Thursday, March 26, 2009

Great Speech Type Animation



I'm doing the "First promotional message recorded on an Edison Phonograph" by Len Spencer.

The speech is important because it was the first promotional message recorded on a phonograph, therefore giving something new, fresh, and interesting for the audience. I can just imagine regular people listening on the radio in 1906 and see their exciting faces! Anyway, it was an important step in history and that's why it's important and interesting.

Len Spencer has a pretty good voice. The speech is a little blurred, not very crisp like our digital recordings today, but hey, it was recorded in 1906 on the Edison phonograph, give it some credit. Spencer's tone throughout the whole speech is dreamy and also exciting. He used a first-person narration—"I" was the Edison phonograph—so it was more interesting. He was promoting something new, and since it was an advertisement, he emphasized a lot on what "I" can do. That's why I think it has a dreamy quality... like having the phonograph can solve all your problems. "I can love...", "I can give...", I can aid..." and I had to giggle when I heard "I give pleasure to all, young and old." I thought, "Wow! I wish I can have a phonograph."

After listening the speech, it made me want to buy a phonograph, so it can solve all my problems... and do all my homeworks...


Short bio on Len Spencer

Born in Washington D.C. on January 12, 1867, Len Spencer became one of the earliest stars of recorded music. He was a rising star on the vaudeville circuit when Thomas Edison created his wax cylinders as a way to capture sound. Originally conceived as a helpful dictation tool, Edison and others soon realized the broader applications to the cylinder, most notably in the realm of entertainment.

Spencer was hired by Edison to help promote his retooled invention, and created the first recorded promotional advertisement in 1888 for the "genuine Edison phonograph." Spencer recorded hundreds of songs on cylinders for Edison and Columbia (the Washington-based recording company that evolved over time into the huge Columbia Records company, now part of the Sony conglomerate), including "Little Liza Loves You" in 1891, one of the best selling cylinders of all time.

He was also one the first white performers to record with an African-American artist, George Johnson. Johnson had an enormous hit wax cylinder in the mid-1890s with his number, "The Laughing Song," which—because of the inability to mass produce wax cylinders—forced him to sing the song several thousand times over. He re-recorded the song with Spencer on metal cylinders and sold thousands more, and began a lifelong friendship with Spencer.
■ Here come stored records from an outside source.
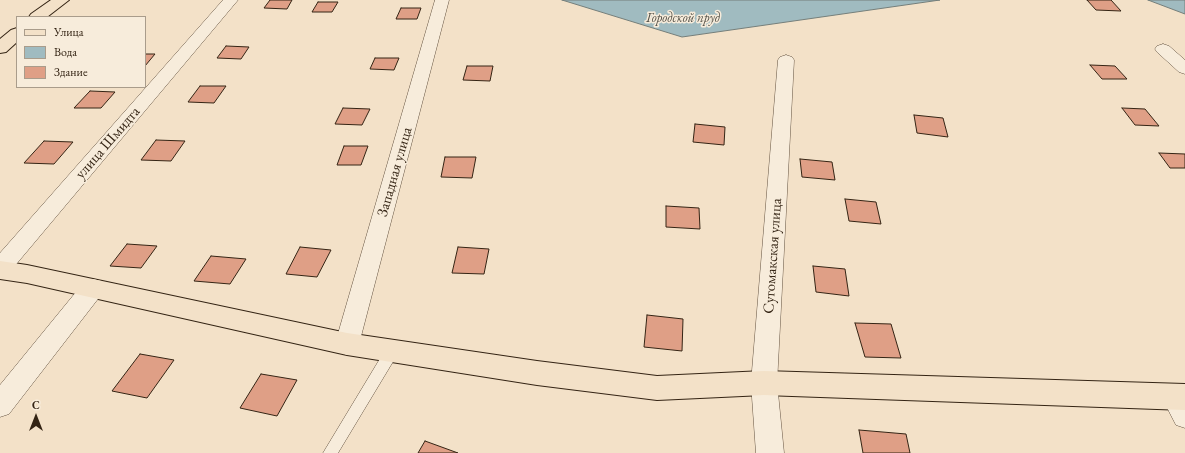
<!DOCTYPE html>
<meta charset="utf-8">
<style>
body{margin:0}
#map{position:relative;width:1185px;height:453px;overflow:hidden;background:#f3e1c8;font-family:"EB Garamond",serif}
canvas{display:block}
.legend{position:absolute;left:16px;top:16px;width:130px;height:72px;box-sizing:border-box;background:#f7ecdb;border:1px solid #a99c8b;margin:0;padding:5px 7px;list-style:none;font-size:12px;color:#342414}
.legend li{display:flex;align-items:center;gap:8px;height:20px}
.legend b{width:20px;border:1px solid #a99c8b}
.north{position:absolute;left:16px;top:397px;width:40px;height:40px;-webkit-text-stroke:3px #f7ecdb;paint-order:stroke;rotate:0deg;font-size:11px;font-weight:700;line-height:16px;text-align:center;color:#342414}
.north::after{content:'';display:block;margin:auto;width:14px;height:18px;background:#342414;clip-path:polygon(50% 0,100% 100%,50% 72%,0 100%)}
</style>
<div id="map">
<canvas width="1185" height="453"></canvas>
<ul class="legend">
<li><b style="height:5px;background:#f3e1c8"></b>Улица</li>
<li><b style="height:11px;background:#a0bbc0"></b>Вода</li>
<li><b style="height:11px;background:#df9f86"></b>Здание</li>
</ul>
<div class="north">С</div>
</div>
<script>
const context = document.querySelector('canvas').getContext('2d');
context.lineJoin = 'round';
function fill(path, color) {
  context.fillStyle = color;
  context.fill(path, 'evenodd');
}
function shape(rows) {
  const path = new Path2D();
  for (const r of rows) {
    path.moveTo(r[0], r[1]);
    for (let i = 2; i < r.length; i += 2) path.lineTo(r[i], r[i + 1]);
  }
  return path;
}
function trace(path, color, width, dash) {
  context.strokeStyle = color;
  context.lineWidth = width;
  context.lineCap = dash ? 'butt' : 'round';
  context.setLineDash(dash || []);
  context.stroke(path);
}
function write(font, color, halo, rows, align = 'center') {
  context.font = font + ' "EB Garamond",serif';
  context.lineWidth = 3;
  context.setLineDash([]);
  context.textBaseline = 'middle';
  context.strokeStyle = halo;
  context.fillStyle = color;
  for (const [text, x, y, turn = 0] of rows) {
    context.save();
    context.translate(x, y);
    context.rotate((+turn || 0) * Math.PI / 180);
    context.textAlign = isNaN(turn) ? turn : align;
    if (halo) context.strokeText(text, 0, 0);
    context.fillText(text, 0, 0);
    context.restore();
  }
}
const water = shape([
 [562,0,940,0,682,37,562,0],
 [1148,0,1185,0,1185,14,1148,0]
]);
fill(water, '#a0bbc0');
trace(water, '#757f7b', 1);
const building = shape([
 [270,0,292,0,287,9,264,8,270,0],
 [1087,0,1111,0,1121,11,1096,10,1087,0],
 [318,2,338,2,332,12,312,12,318,2],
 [401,8,421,8,417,19,396,19,401,8],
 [226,46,249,47,241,59,217,58,226,46],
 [145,54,155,54,145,66,145,54],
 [375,58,399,58,394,70,370,69,375,58],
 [1090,65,1115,66,1127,79,1102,79,1090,65],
 [467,66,493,66,490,81,463,80,467,66],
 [200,86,226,86,214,103,188,102,200,86],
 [90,91,115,92,101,108,74,108,90,91],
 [343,108,370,109,362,125,335,124,343,108],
 [1122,108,1145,109,1159,126,1135,125,1122,108],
 [914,115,943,118,948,137,917,133,914,115],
 [695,124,725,127,724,145,693,142,695,124],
 [156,140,185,141,171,161,141,160,156,140],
 [44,141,73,142,54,164,24,163,44,141],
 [344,146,368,146,361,165,337,165,344,146],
 [1159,153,1185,154,1185,168,1170,168,1159,153],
 [445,157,476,157,472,178,441,177,445,157],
 [800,159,832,162,835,180,802,177,800,159],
 [845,199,876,202,881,224,849,221,845,199],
 [666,206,699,208,700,229,666,227,666,206],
 [127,244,157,246,141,268,110,266,127,244],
 [300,247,331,250,317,277,286,274,300,247],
 [458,247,489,249,484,274,452,273,458,247],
 [211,256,246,259,230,284,194,281,211,256],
 [813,266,845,269,849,296,816,292,813,266],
 [647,315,683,319,682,351,644,347,647,315],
 [855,323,891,324,901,358,865,357,855,323],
 [140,354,174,360,147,398,112,391,140,354],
 [261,374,297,380,277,416,240,408,261,374],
 [859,430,906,434,910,453,863,453,859,430],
 [425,441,458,453,418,453,425,441]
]);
fill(building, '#df9f86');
trace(building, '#342414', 1);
const lane = shape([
 [392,345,397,347,398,351,397,355,338,453,323,453,387,347,392,345]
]);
const street = shape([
 [223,0,238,0,8,274,0,277,0,253,223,0],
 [435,0,449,0,359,344,356,351,347,355,338,351,335,344,435,0],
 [1163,44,1169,46,1185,60,1185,74,1179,72,1157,52,1155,49,1157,46,1163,44],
 [786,55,792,57,794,60,777,383,784,453,756,453,751,383,778,60,780,57,786,55],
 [93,279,101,281,104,288,101,295,9,414,0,417,0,385,85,281,93,279],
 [1174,384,1183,388,1185,391,1185,428,1176,425,1161,396,1165,388,1174,384]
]);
const primary = shape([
 [51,0,69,0,47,17,29,17,31,14,51,0],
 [17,28,17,42,6,52,0,53,0,39,11,30,17,28],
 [0,261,27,265,347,333,537,361,657,376,764,371,1185,384,1185,410,764,395,657,400,537,385,347,355,27,283,0,279,0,261]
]);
trace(lane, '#645341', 1);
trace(street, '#645341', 1);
trace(primary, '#342414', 2);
fill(lane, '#f7ecdb');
fill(street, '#f7ecdb');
fill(primary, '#f3e1c8');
write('italic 13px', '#545148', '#f7ecdb', [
 ["Городской пруд",683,18]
]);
write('15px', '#342414', '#f7ecdb', [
 ["улица Шмидта",108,143,-49],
 ["Западная улица",395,172,-74],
 ["Сугомакская улица",773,256,-86]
]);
</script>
Spencer's early recorded output included best-sellers like the "Lord's Prayer" and speeches by famous public figures, including a posthumous release of President McKinley's speech at Buffalo's Pan-American Exposition in 1901, the day he was assassinated. Spencer was well-known for clear diction and rich baritone, and became a master at comic dialects, recording dozens of songs with vaudeville star Ada Jones, using Italian, Irish, German, Jewish, African American and rural American voices to comedic effect.

In 1902, he recorded the already well-known novelty tune "Arkansas Traveler" onto a 78 rpm disc with banjo great Fred Van Eps and fiddler Charles D'Almaine, and was a national star after it became the first song to sell more than a million copies. The invention of the recorded disc a couple of years earlier by Emile Berliner (also in Washington D.C.) greatly facilitated the mass production of recordings, and Spencer was among the first to benefit. He recorded many sides for the Berliner Gramophone Company in Washington, and for all the other recording companies of the time (Columbia, Victor, etc.) including "A Cowboy Romance" and "A Hot Time in the Old Town Tonight," as well as songs by budding composers George M. Cohan and Irving Berlin.

He moved to New York where he continued to perform and where he founded an artist booking agency, The Lyceum (which employed Spencer's old friend George Johnson as the doorman, working dressed as an admiral). He died in New York in December 1914.

I'm excited to do this project, but I wish we can have more time to do it. It's my first After Effects project (and for most of us in class) so it should be... um... interesting.